A supposed holy man, camped with cultish followers in a remote corner of Arizona, dallies with a student/colleague. In a Clinton-esque twist, he maintains that he has not had sex with her, a mortal, but with the goddess she embodies and thus remains celibate. The student/goddess leaves him to take up with a coreligionist. The two leave the community for exile in the nearby mountains, where he dies of exposure. That’s just the barest outline of a tale that becomes stranger with each added detail. Heavily reported in the New York Times, Rolling Stone and other outlets, the story was yet another in a long list of cautionary examples about the dangers of cults.
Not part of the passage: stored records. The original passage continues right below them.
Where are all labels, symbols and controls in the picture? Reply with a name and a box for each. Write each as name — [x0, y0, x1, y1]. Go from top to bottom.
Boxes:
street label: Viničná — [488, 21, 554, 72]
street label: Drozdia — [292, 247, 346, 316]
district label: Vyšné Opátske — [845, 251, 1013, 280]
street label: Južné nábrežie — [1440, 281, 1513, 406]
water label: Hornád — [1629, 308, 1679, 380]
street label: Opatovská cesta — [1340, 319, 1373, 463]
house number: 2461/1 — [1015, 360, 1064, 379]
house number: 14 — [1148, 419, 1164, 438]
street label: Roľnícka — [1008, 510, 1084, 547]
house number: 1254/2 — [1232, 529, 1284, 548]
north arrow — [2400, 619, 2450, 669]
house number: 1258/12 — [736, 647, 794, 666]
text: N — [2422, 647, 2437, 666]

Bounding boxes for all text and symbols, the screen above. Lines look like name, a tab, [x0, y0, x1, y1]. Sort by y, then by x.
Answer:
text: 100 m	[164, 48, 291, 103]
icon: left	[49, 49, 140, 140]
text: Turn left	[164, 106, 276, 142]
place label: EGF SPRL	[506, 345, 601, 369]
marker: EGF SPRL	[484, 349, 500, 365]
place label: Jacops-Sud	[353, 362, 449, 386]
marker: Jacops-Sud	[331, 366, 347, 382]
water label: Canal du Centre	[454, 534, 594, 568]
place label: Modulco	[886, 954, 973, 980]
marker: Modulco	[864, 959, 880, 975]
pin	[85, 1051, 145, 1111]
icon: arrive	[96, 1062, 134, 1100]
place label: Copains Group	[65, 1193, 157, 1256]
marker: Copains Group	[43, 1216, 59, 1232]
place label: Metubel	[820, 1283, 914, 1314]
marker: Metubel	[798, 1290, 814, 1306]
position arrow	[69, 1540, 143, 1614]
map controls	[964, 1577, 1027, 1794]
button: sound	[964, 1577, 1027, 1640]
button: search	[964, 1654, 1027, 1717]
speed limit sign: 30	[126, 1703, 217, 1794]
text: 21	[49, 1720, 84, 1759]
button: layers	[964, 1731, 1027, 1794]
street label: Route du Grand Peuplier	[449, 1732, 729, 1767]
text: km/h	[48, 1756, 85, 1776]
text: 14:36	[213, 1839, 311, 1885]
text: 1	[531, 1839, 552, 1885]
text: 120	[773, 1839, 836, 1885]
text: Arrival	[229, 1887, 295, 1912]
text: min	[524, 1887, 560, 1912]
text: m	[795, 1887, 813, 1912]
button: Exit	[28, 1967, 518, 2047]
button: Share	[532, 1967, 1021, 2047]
Bringing little new to the account and underemphasizing the guru’s outlier status in the topography of Buddhism in the West, Carney (The Red Market: On the Trail of the World's Organ Brokers, Bone Thieves, Blood Farmers, and Child Traffickers, 2011) adds value mostly in his considerations of what motivates people to yield to the will of potentially dangerous leaders: “Looked at from one perspective, his plunge toward enlightenment is an obvious case of madness. Yet lurking in the shadows of the cave where he died are clues about the idiosyncratic reasons Americans have adapted Eastern mysticism to their own ends.” It’s a potentially fruitful path, but Carney stumbles around on it, the narrative becoming a loosely connected set of observations on how meditation works and how weird true believers can be.
One has the sense that the author set out to write a kind of rejoinder to Into the Wild, but the result lacks Jon Krakauer’s sense of insight into what drives people in their quest of something beyond.